Photography for me is a way of forgetting, not of being admired or remembered. I use the medium therapeutically to expel emotional and psychological demons from my psyche. For this purpose photography provides me with a container for unorganized thought and allows me to continue a cerebral stability that would otherwise be impossible. The photographic frame envelops everything I mentally, consciously and subconsciously, process from the everyday to historical and fantastical thought. So in essence, photography for me is as much an art form as it is a waste disposal for psychic trauma, which sometimes, coincidentally, produces poetic results.
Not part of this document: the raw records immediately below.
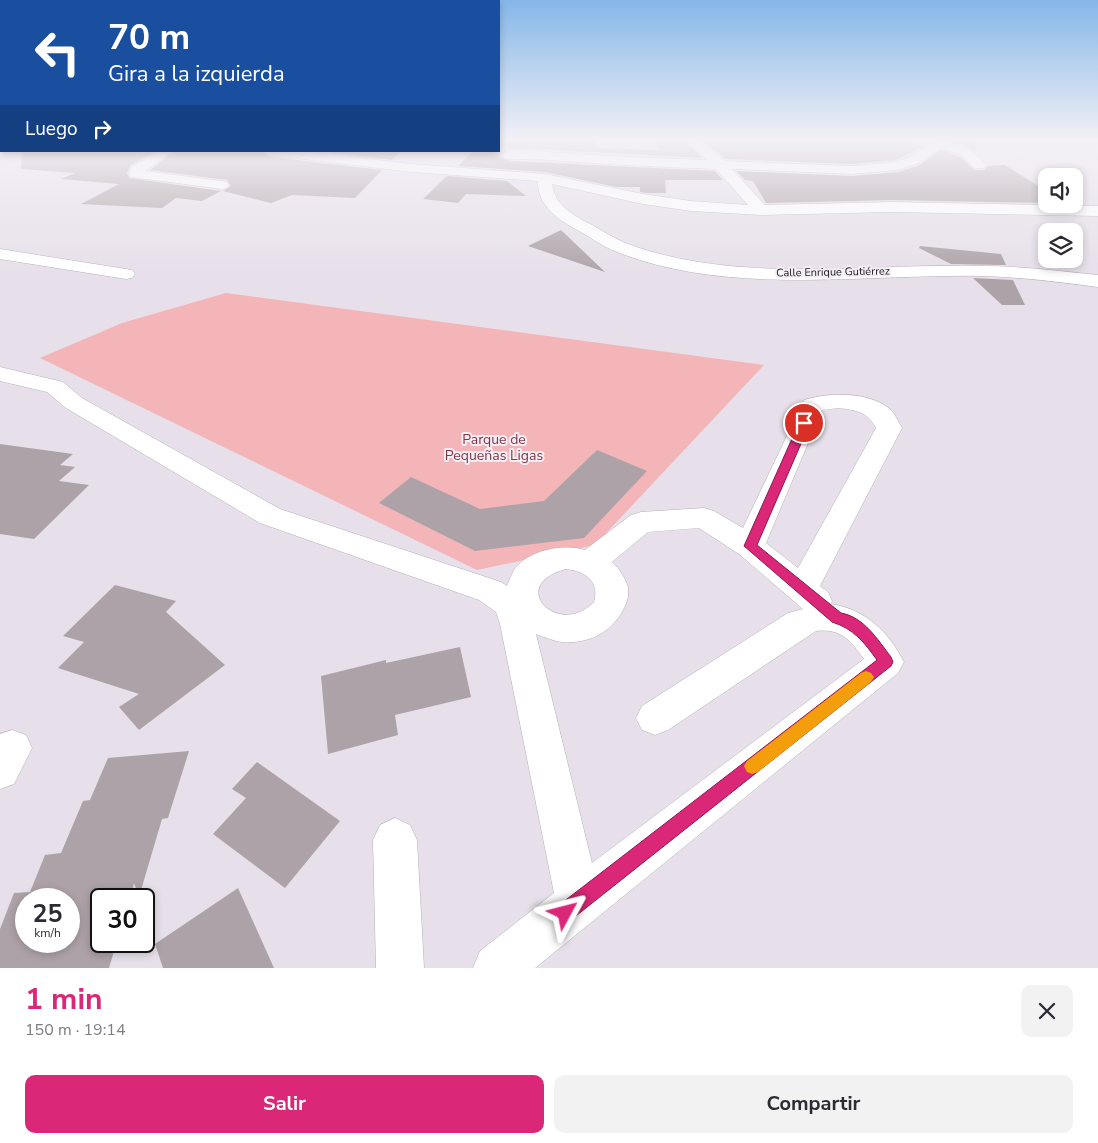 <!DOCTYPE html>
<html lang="es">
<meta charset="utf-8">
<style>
:root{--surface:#fff;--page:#f2f2f3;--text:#2b2b33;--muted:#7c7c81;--accent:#db2777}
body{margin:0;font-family:"Nunito Sans",sans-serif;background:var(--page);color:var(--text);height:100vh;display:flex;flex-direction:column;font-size:19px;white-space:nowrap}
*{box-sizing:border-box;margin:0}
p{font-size:16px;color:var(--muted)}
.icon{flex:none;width:28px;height:28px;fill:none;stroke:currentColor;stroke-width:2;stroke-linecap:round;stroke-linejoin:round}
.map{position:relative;height:968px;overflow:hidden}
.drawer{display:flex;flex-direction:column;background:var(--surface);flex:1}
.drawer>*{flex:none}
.guide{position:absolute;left:0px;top:0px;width:500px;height:152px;box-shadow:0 2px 8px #0003;background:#1a4fa0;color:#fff;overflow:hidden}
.controls{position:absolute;left:1038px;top:168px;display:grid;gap:10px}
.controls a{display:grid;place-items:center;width:45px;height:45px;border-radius:10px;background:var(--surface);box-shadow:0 2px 8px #0003;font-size:25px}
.speed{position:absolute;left:15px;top:888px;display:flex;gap:10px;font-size:25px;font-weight:700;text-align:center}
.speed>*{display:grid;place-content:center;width:65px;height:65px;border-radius:50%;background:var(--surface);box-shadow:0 2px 8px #0003;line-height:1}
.speed small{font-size:12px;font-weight:400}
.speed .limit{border:2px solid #111;border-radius:8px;background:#fff;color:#111}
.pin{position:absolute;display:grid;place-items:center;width:42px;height:42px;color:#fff;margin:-21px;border:2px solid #fff;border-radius:50%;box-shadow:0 1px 5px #0007}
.me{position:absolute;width:55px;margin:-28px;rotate:52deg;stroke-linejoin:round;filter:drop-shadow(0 0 4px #0008)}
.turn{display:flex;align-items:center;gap:18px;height:105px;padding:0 25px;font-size:22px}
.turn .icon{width:65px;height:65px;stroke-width:2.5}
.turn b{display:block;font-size:35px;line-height:42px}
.then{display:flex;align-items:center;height:48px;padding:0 25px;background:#0003;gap:10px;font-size:19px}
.round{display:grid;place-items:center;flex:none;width:52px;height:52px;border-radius:10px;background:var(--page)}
.overview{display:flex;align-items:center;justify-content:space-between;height:85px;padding:0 25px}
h1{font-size:30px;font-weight:700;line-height:38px;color:var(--accent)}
.button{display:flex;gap:10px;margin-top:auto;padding:10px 25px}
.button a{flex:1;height:58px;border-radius:10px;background:var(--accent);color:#fff;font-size:20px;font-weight:700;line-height:58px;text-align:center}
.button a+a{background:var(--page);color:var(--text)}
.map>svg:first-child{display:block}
</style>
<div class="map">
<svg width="1098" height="968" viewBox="0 0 1098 968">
<rect width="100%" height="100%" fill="#e7e0ea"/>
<path fill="#f3b5b8" d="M226,293L764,365L595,545L477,570L40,358L122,323Z"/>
<g fill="#ada2a7" fill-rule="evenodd">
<path d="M522,139H596L597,148L660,150L655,142L685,141L702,158L523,148L509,149L508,142Z"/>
<path d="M702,139H911L915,144L924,146L896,160L852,164L725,159Z"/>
<path d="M945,139H975L976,152L963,144Z"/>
<path d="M941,150L961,157L974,170H984L988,166L1005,165L1046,191V203L892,200L766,203L753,181L745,180L736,171L852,176L898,172L918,166Z"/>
<path d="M22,151H154L131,165L127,173L129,178L221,191L202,201L176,198L162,208L81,204L119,184L61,179L75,173L21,169Z"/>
<path d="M175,151H262L270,157L382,170L355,198L292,195L271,203L223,191L231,186L227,180L150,170Z"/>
<path d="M322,151H401L392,160Z"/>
<path d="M473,151H502L499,153V157L511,161L715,171L723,180H665L666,193H647L640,192V187H616L545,172L458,166Z"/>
<path d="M447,176L507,181L526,196L466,194L458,203L423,199Z"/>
<path d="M561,230L605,272L528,246Z"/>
<path d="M920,246L1001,254L1006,265L951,264L919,248Z"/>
<path d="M973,278L1013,280L1025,305H1002Z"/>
<path d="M0,444L73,454L60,465L75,467L59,481L89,485L34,539L0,534Z"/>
<path d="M597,450L647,471L584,538L475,551L379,503L411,477L480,509L544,501Z"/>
<path d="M115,585L176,601L166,612L225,665L139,730L119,707L139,694L58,668L84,642L63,636Z"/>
<path d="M460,647L471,697L395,715L398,735L328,754L321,676L386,660V663Z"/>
<path d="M189,751L168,818L162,819L139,897L134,883L130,899H101V941H117L109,968H0V929L14,893L30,892L45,855L61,853L83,801L90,800L108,758ZM26,899H69V941H26Z"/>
<path d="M257,762L340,821L285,888L213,834L246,798L232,789Z"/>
<path d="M238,888L274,968H163L155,944Z"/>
</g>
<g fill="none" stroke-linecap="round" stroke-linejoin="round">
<defs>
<g id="minor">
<path d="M685,139H699L724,161L852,166L896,162L907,158L929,145L915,142L913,139C940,139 969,141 986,165L984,168H974L962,155L941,148L917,164L898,170L852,174L732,169L765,205L892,202L1098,206V216L892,212L761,215L691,211L643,204L552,184C554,205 574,216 592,225C603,231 614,238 625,243C738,285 864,263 981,266C1020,266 1059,271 1098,275V287C1059,282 1020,277 981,276C861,274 726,297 612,250C601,245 590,237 579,231C560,221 537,206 538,181L411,172L270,155L264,151H305L411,164L545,174L643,194L691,201L748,205L716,169C656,167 597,164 537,159C527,158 506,162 500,155C508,146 538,151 549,152C602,156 654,158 707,160Z"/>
<path d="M158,151H173L145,171L222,181L227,182L229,185L227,188L222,189L131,177L129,174L132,167Z"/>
<path d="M0,249L126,269L132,270L135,274L132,278L126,279L0,259Z"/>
<path d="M0,367L63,382L82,398L280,509L501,582L507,586C510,579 513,570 518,565C535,549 564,544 585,550L631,515L641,512L704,508L714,511L743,528L804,400C828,392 872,391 892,411C896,416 898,422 902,428L820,586L828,592L832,601L831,604C865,609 889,632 904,662L898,673L535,968H473L480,951L554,893L500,624L496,612L479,600L260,523L66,408L47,392L0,381ZM839,408C855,410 869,412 876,428L798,568L766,543L822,410ZM699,528L739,554L803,609L788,613L642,706L636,718L642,730L655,735L668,730L816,631C841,628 850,640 864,659L592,863L536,634C544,637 554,641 562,642C588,644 611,633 623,610C627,603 629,596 628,588C626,578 619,569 612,562L648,532ZM566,569C585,571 600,581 594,602C559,639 505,585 566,569Z"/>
<path d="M12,730L26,735L32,748L14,784L0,789V734Z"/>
<path d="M395,818L410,825L417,840L424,968H376L373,840L380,825Z"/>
</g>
</defs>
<use href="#minor" stroke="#b6b0b9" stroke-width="1"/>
<use href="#minor" fill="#fff" fill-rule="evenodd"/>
</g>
<linearGradient id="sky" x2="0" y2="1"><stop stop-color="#85b6e8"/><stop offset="0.51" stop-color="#f4f1f6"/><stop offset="1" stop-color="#f4f1f6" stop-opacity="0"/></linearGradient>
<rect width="1098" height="275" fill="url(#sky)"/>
<path fill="#db2777" stroke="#8e194d" d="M804,420L810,423L757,545L841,613C864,617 878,640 891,657L893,662L891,666L572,919L565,922L558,919L556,913L558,906L877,660C864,642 854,629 832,622L744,546L799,423Z"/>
<path fill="#f59e0b" d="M866,671L871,673L874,677L871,682L758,772L752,774L747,772L744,766L747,761L861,673Z"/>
<g text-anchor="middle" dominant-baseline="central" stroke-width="4" stroke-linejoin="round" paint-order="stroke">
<g font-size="11" fill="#1a171b" stroke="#f4eef7">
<text transform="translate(833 272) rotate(-1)">Calle Enrique Gutiérrez</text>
</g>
<g font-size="14" fill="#863540" stroke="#f4eef7">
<text x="494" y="439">Parque de<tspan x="494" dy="16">Pequeñas Ligas</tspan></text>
</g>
</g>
</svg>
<div class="controls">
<a><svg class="icon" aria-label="sound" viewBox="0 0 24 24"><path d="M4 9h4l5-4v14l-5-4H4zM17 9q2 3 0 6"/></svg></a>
<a><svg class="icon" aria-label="layers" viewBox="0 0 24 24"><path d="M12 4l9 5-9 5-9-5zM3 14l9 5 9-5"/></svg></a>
</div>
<div class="speed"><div>25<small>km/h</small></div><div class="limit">30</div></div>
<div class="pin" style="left:804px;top:423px;background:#d93025"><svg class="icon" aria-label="arrive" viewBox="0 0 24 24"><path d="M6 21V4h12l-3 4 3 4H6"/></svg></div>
<svg class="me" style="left:565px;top:913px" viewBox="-20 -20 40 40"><path d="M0-17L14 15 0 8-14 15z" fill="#db2777" stroke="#fff" stroke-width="4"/></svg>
<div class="guide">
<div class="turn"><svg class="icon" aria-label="left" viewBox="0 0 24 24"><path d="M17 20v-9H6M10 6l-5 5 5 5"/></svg><div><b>70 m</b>Gira a la izquierda</div></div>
<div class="then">Luego<svg class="icon" aria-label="right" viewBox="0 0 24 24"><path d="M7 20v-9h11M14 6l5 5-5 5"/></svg></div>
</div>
</div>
<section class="drawer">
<div class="overview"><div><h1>1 min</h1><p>150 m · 19:14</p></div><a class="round"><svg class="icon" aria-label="close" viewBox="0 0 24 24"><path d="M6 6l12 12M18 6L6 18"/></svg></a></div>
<div class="button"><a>Salir</a><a>Compartir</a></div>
</section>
The photobooth is a prime example of this kind of psychic photography. This consumer-grade photographic technology offers me a semi-private space in which I may feel comfortable to act out unsocial behavior. The mechanism withholds technical control and chemically develops the photograph internally, allowing me to concentrate more on the expression and conception of an image than on its actual production. Most importantly, the photobooth camera is a machine that primarily records the space inside of itself, which metaphorically mirrors my creative and therapeutic practice.
A montage of ideas and memories fill the unfolding space of my grid-like photobooth images. These photographic strips are byproducts that seem to assemble a pseudo narrative with repeating symbols not unlike that of a dream. Even the historic quality of the photobooth print displaces it from present reality and further transforms its subjects into unreal icons of the imagination or yesteryear. After my thoughts have been converted into photographic representations, it is not until I have revealed and exhibited them to a public audience that I truly feel liberated from their volatility. This intimate engagement with my hidden memories has given me a better understanding on why it is important to forget.